• [Exercise objective]:
Please copy out the lines in the entries that contain "AVENUE".

• [Material to process]:
_ _ _ _ _ _ _
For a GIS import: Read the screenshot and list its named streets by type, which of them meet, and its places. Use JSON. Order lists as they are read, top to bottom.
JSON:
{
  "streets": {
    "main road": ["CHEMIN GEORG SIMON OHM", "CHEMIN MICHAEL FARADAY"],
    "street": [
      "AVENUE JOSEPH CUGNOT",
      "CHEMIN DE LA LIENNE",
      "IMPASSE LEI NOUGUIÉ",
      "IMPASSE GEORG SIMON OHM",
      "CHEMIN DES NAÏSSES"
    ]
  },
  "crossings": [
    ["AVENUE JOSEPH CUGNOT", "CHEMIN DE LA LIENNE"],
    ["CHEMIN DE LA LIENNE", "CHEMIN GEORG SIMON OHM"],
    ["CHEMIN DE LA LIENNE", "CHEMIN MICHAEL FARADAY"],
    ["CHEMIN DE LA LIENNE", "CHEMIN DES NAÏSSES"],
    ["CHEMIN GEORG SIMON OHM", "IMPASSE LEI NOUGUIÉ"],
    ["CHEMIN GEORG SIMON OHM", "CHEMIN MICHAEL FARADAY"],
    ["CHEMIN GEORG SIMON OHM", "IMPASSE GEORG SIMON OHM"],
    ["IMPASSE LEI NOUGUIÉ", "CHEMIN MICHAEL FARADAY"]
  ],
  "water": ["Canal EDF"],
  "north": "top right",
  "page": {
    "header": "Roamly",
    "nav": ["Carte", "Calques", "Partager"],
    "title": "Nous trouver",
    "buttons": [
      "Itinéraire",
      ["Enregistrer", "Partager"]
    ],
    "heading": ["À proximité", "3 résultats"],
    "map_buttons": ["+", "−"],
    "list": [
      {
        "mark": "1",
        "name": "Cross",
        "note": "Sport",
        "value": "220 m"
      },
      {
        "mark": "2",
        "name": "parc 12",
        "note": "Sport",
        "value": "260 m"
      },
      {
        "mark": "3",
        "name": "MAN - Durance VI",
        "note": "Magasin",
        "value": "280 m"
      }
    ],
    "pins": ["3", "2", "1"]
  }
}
_ _ _ _ _ _ _
• [Answer for this exercise]:
      "AVENUE JOSEPH CUGNOT",
    ["AVENUE JOSEPH CUGNOT", "CHEMIN DE LA LIENNE"],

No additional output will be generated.